A POINT TO ADD HERE IS THAT THE ATTENUATION ACTS ON THE NOISE FLOOR BELOW THE SIGNAL EQUALLY. SO, IF YOU ARE SENDING A NICE CLEAN NOISE-FREE SIGNAL INTO THIS ATTENUATION, IT WILL STAY NOISE FREE.
I am currently using my 2 Jensen-loaded passive DI’s made by our own Frank Dewitt. It is a great, simple DI with a ground-lift switch, but NO 20dB pad. So, to get more attenuation I use my little Mackie 1202VLZ mixer. The main XLR has a 30dB pad switch that pretends to be at mic level. It’s still a bit hot, but by using that pad switch + the normal attenuation through the DI, I get the 52dB of attenuation I need to be right on target.
The next consideration is that these mic inputs we are using tend to be an unbalanced 1/8” stereo TRS inputs. So, I use 2 DI’s, or a stereo DI. Now, how do we connect to the stereo inputs? Let me describe a way that uses off-the-shelf cables. First the 2 usual connections from the mixer.
A mono output to a DI, then a short TS-TS ¼” patch to the second DI. For my Mackie mixer I used an XLR-F-to-1/4” phone-plug cable to the first DI.
A stereo feed to the 2 DI’s.

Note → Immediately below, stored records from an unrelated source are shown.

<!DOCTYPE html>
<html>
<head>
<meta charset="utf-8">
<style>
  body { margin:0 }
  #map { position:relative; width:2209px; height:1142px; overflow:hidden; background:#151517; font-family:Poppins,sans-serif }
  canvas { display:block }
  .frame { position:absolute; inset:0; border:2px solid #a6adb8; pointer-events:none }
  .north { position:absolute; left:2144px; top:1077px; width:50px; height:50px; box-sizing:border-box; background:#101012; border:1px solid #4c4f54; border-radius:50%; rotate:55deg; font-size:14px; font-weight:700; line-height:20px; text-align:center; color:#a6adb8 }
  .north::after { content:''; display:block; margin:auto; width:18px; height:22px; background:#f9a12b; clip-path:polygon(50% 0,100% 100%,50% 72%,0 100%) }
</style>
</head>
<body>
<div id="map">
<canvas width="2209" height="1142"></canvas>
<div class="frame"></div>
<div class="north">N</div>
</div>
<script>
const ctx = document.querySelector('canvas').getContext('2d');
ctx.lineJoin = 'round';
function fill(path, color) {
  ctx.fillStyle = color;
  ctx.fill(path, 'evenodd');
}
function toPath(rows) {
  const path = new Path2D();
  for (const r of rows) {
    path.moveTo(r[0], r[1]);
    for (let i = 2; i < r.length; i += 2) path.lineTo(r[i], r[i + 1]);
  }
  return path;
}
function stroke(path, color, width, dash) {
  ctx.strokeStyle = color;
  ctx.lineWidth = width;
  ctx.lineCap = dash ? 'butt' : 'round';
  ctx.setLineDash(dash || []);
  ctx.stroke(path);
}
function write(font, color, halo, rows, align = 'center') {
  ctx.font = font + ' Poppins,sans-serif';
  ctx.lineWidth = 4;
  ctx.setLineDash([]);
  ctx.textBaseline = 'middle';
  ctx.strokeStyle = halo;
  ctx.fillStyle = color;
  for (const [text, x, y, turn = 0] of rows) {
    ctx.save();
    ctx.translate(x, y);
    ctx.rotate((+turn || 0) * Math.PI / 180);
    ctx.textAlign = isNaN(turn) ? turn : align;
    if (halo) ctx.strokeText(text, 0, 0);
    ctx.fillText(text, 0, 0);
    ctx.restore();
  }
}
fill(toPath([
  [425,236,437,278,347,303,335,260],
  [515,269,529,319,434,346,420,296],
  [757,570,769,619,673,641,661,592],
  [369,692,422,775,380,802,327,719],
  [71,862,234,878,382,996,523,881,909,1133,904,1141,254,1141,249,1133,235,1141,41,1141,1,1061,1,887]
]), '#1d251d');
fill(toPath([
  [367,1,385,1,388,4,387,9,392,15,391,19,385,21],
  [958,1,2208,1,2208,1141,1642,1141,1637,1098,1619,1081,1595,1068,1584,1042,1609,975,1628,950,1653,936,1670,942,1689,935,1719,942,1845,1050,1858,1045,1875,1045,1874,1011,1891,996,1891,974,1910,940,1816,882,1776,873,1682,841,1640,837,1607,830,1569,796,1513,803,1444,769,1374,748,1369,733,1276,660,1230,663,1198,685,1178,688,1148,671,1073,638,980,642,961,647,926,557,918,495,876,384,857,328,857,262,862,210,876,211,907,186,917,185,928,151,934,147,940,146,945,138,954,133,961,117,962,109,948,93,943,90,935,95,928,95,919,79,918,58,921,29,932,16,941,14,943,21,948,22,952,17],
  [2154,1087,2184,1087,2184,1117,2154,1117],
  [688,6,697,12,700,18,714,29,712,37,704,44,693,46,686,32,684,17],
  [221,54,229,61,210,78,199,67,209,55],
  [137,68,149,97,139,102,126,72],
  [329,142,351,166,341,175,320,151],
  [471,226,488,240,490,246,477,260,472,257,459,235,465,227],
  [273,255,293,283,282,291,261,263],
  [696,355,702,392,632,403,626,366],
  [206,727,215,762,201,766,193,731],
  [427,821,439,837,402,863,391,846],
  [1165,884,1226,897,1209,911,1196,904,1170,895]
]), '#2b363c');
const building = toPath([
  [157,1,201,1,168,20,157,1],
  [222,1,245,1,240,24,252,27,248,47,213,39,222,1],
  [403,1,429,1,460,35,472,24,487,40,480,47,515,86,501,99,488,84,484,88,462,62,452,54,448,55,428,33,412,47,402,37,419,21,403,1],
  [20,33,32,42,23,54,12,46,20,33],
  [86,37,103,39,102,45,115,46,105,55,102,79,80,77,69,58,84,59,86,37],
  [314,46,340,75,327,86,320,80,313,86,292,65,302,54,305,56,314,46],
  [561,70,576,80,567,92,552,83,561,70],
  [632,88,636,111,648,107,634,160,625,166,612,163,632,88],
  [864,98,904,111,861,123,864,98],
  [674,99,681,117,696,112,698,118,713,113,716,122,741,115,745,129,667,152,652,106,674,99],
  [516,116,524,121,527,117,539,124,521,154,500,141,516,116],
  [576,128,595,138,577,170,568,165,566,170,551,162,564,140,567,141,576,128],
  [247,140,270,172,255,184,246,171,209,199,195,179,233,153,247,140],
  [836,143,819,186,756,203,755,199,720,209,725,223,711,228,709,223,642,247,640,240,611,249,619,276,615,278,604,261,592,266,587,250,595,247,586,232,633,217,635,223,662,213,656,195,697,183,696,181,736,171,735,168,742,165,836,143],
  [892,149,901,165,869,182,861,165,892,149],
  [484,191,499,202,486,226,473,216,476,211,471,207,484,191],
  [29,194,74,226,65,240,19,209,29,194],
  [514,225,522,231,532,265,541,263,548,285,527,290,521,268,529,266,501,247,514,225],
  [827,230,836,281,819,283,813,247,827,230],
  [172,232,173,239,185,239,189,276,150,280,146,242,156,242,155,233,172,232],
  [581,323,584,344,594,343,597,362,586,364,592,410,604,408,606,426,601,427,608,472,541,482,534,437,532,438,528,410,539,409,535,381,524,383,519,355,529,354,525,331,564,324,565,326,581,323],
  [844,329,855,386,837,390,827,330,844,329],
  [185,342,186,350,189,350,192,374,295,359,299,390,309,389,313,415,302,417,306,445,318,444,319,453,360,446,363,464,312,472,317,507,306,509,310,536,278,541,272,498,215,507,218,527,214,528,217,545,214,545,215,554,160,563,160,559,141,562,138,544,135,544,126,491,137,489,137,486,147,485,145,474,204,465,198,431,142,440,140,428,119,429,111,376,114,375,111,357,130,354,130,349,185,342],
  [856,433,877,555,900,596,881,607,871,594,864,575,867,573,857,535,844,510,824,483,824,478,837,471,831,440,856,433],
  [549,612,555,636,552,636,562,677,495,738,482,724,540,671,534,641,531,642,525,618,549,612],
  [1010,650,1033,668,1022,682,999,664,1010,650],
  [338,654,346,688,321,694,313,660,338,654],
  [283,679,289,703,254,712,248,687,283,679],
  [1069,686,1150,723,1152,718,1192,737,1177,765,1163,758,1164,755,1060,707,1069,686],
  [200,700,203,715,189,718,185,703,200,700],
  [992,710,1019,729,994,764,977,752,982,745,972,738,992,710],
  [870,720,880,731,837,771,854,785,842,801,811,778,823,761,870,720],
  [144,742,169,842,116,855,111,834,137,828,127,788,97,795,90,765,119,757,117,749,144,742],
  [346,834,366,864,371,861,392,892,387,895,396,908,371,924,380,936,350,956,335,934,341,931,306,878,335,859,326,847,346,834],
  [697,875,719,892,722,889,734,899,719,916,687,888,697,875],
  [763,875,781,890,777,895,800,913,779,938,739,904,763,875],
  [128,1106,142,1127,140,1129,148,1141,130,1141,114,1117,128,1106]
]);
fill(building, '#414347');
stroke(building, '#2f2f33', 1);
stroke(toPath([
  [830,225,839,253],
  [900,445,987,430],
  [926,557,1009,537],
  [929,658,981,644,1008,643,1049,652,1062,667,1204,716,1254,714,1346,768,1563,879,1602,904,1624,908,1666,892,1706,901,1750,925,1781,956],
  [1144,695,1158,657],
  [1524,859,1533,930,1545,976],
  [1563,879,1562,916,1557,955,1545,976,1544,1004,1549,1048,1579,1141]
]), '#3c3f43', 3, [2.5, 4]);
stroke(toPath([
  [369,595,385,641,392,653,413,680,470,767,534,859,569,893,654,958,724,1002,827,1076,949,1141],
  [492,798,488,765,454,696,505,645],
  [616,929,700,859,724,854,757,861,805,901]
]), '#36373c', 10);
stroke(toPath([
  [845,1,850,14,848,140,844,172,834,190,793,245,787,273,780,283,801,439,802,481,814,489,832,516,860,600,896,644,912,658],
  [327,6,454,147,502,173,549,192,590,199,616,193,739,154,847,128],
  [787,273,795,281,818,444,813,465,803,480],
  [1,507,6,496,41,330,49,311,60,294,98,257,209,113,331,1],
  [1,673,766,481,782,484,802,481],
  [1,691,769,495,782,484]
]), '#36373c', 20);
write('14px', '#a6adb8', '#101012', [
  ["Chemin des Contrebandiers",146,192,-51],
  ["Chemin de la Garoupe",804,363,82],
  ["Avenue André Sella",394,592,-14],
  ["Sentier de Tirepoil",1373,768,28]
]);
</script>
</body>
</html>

From the DI’s use an XLR-F to RCA phono plug adapter. Plug these in a wye cable with 2-RCA phono jacks to a 1/8” TRS plug.

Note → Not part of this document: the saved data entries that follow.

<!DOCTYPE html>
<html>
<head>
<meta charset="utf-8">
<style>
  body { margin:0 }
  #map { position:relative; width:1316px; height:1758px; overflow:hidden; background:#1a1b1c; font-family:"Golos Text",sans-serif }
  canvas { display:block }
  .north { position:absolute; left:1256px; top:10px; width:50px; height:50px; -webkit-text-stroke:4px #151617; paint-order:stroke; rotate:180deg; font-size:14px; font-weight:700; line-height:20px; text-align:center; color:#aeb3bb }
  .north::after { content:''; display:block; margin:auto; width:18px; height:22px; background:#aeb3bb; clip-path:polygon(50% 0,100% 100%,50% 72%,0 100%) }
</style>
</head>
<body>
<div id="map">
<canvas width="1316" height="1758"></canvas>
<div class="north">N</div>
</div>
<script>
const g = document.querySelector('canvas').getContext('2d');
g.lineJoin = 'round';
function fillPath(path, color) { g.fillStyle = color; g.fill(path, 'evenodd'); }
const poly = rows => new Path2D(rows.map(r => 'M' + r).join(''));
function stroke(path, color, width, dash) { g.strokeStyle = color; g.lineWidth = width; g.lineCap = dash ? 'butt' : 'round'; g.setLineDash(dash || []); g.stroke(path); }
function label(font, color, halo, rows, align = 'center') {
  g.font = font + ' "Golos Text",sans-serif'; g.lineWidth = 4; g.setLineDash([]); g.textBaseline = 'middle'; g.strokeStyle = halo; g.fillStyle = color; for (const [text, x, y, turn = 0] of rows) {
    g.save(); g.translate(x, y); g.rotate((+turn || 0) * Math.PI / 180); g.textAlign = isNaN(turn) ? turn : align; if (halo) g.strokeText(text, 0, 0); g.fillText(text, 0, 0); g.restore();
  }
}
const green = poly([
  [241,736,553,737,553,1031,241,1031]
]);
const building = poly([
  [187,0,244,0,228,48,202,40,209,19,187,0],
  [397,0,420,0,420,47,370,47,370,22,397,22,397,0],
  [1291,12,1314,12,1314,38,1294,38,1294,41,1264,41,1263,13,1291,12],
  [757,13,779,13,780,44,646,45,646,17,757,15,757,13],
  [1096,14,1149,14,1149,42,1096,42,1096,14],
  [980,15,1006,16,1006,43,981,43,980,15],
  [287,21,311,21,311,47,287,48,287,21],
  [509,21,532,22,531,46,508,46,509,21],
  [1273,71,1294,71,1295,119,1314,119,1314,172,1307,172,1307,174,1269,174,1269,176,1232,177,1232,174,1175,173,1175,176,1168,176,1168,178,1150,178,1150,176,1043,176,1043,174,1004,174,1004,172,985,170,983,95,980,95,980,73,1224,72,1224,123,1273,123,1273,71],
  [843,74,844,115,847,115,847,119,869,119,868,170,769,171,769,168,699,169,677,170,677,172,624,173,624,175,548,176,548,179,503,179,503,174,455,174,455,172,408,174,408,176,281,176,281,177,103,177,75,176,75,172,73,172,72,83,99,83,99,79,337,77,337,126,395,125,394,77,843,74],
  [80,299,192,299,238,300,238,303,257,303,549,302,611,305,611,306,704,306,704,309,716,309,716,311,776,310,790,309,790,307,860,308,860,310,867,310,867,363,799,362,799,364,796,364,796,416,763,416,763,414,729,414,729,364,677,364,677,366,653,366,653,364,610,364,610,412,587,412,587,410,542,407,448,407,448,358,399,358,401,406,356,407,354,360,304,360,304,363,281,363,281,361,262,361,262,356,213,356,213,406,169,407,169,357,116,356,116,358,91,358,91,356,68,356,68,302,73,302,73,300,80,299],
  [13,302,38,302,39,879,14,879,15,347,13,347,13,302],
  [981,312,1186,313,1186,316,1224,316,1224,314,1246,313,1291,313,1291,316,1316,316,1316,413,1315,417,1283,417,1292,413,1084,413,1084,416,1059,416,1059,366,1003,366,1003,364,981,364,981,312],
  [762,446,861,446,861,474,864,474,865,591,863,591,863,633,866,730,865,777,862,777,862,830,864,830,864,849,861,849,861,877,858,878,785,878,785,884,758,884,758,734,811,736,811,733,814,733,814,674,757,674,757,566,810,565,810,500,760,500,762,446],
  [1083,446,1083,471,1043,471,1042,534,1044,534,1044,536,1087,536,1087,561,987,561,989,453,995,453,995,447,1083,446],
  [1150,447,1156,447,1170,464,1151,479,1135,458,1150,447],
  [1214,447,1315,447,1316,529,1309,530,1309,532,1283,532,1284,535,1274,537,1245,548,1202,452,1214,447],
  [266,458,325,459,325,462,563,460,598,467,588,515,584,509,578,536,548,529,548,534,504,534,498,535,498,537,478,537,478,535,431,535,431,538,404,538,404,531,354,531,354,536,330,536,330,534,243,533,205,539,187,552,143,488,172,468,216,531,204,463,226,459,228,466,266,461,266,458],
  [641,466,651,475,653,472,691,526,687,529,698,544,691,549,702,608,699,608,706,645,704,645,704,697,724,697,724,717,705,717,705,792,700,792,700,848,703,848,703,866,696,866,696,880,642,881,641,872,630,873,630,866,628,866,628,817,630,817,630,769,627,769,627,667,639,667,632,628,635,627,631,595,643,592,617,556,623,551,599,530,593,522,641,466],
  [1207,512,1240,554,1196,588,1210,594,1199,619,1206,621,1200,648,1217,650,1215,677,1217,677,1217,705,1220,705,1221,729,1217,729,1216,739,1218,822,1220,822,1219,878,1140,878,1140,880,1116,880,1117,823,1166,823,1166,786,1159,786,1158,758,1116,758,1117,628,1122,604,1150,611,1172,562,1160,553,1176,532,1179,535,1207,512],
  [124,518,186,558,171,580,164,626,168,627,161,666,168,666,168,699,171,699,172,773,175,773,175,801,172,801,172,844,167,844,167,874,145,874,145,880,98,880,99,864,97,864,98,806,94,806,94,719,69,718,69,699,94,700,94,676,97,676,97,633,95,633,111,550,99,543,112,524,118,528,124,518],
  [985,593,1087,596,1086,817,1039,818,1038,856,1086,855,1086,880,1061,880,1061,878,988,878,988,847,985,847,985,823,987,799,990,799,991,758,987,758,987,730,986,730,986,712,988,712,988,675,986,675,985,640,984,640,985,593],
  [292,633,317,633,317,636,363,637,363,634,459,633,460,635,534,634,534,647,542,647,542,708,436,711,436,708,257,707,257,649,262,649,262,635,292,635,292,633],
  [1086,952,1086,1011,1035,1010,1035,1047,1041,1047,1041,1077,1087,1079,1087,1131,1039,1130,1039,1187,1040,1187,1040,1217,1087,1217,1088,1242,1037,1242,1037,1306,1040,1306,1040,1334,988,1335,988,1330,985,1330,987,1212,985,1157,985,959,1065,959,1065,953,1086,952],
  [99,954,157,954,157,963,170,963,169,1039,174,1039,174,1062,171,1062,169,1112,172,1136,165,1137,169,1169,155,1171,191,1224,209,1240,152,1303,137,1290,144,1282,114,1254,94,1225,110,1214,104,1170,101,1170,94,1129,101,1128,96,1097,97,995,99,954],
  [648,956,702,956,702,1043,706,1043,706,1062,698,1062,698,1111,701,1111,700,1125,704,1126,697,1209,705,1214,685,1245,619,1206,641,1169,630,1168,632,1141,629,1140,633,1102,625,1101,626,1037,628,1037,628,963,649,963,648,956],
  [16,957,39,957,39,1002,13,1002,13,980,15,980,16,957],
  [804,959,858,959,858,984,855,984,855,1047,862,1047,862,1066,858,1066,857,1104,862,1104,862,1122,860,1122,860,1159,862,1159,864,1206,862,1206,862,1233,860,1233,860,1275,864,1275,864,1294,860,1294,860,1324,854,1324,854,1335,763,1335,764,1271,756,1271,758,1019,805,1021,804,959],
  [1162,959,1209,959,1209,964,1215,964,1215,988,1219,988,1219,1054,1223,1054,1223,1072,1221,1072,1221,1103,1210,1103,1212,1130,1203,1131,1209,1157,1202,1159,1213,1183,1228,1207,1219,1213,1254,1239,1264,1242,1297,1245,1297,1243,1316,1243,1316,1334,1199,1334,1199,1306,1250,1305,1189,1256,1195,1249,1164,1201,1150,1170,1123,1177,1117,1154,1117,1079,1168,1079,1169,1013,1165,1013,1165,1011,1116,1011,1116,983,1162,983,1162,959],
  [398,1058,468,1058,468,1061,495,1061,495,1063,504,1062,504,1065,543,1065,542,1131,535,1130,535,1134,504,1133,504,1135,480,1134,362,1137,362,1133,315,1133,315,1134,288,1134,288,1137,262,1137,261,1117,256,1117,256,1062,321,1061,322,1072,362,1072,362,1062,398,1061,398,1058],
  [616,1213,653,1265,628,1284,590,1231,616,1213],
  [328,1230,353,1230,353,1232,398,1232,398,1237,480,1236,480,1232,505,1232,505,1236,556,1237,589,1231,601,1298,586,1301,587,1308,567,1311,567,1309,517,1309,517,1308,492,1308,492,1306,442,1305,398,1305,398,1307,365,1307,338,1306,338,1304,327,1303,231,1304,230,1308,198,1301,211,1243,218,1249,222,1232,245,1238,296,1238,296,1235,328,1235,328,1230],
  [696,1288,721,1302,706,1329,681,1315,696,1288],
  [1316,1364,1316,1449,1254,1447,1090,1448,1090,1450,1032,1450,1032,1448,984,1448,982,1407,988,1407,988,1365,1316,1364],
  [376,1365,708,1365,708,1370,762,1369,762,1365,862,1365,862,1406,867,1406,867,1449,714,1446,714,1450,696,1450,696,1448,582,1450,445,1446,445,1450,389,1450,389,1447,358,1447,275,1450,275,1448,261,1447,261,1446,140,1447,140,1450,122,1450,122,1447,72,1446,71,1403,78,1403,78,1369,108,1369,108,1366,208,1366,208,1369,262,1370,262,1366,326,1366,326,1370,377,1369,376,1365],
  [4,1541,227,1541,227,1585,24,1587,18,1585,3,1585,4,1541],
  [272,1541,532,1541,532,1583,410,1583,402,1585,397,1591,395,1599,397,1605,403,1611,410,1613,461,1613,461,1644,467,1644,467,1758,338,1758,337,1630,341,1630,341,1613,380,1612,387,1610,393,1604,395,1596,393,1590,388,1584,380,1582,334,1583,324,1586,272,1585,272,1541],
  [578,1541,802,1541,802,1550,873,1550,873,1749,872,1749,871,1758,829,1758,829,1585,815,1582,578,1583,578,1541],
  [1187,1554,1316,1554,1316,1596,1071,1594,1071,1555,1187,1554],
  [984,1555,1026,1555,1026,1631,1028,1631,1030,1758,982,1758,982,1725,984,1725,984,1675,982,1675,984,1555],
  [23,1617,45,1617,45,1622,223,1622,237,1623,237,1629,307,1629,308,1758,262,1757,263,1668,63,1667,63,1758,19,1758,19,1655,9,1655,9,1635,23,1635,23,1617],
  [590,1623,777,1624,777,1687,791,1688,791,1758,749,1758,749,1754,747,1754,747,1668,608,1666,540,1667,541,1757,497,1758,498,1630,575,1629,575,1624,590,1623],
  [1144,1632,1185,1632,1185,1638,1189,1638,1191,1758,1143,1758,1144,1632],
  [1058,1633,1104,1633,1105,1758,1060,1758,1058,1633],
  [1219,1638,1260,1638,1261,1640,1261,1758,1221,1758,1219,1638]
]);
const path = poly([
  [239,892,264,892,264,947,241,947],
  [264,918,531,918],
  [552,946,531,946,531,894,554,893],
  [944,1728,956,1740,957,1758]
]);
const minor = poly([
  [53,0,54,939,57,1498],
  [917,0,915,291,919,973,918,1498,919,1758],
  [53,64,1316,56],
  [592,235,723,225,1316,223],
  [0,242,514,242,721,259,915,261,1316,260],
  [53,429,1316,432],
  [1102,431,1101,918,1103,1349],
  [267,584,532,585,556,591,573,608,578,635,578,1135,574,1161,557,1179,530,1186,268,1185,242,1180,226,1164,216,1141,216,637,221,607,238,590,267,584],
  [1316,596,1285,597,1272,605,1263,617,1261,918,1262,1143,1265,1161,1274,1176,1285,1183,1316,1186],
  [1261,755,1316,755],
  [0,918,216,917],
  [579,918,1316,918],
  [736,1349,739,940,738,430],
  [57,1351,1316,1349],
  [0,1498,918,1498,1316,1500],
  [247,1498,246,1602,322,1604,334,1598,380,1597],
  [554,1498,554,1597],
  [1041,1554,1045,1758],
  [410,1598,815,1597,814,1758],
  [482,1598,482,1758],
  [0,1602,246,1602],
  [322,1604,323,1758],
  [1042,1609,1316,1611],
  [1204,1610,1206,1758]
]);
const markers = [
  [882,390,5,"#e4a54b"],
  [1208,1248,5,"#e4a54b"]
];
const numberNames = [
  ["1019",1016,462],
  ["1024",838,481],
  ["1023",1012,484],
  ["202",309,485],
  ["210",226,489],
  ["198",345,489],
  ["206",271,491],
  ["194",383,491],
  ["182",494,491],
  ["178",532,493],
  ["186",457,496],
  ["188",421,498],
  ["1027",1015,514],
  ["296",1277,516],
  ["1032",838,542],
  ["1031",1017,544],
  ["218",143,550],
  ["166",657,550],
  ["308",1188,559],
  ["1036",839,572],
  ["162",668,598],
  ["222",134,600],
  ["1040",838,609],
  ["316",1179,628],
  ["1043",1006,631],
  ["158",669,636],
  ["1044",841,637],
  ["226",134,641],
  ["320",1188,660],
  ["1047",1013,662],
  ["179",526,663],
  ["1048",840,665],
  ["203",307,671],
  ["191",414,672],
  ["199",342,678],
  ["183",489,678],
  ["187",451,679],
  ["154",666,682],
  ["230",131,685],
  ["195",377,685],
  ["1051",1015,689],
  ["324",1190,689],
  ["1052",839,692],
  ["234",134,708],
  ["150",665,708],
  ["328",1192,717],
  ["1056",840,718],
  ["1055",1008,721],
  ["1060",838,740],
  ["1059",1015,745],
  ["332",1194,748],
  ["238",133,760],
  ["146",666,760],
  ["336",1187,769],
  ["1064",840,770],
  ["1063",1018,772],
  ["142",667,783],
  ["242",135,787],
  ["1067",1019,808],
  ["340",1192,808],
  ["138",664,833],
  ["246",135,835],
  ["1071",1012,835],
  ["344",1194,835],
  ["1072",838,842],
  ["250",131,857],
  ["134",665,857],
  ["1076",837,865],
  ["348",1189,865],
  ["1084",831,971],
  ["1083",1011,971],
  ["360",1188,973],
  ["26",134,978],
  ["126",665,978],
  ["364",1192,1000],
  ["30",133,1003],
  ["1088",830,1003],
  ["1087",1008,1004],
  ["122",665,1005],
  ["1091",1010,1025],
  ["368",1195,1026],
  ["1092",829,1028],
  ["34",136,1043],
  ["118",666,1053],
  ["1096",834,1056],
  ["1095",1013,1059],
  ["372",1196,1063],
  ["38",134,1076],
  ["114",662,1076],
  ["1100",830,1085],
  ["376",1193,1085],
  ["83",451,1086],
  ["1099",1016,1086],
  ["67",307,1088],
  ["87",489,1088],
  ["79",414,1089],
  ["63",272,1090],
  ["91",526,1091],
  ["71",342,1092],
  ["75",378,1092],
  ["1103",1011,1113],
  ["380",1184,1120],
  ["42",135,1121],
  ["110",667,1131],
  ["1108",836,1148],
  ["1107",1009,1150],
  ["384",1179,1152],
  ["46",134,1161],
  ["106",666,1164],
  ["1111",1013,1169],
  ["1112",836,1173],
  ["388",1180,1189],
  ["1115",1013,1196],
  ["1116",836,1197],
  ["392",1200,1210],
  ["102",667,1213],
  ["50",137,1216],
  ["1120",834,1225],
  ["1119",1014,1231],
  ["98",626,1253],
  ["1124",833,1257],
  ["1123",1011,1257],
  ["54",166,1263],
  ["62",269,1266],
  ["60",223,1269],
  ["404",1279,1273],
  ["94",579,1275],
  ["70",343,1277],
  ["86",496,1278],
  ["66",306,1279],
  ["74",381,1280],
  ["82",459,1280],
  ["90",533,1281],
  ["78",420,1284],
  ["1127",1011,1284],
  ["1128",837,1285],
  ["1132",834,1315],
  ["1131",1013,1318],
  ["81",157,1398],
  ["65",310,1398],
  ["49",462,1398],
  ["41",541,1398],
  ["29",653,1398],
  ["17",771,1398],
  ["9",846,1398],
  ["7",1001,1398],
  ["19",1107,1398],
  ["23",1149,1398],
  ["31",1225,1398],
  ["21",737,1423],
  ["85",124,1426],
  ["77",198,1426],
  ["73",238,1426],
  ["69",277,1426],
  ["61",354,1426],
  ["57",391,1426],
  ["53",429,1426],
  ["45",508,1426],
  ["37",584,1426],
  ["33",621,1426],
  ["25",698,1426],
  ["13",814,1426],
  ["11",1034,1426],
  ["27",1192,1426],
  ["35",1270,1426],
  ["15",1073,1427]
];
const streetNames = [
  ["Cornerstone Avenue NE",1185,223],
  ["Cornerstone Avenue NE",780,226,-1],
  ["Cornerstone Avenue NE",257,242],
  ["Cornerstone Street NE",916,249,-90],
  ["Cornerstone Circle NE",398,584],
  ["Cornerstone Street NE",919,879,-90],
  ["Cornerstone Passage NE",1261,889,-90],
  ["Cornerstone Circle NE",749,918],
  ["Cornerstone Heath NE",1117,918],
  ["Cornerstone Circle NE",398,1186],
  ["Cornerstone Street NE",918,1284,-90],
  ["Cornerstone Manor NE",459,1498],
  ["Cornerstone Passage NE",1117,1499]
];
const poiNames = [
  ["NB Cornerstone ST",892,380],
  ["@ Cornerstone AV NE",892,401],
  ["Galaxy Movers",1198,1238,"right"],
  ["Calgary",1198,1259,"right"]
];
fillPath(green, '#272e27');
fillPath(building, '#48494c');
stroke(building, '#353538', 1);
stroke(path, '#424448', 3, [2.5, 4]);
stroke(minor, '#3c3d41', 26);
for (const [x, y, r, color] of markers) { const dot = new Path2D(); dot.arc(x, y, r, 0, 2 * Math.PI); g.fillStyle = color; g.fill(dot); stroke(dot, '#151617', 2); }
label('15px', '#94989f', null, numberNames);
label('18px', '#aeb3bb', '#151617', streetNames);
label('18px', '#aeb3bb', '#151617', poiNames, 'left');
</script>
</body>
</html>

So, you can record a 2-track mono signal, or a stereo signal.
In the presence of a ground loop that will occur with a balanced-to-unbalanced interface, noise may be a problem. That is were you switch the DI’s ground-lift switches in. BTW, these techniques may still be required if a camera has XLR mic inputs that cannot be switched to line level. I hope this rambling message is clear, and helps you in your efforts to stream clean audio.
Using this knowledge and these techniques have resulted in clear, noise free recordings. This is a link to a dual XLR-F to 1/8” TRS plug. BTW, I have been running my mixer’s stereo line-level output through a stereo DI followed by a cable that attenuates the signal an additional 30dB into an unbalanced stereo mic input, and we have UN-distorted audio with no noise issues. I followed my own advice and first matched the console level to the EXPECTED mic input level.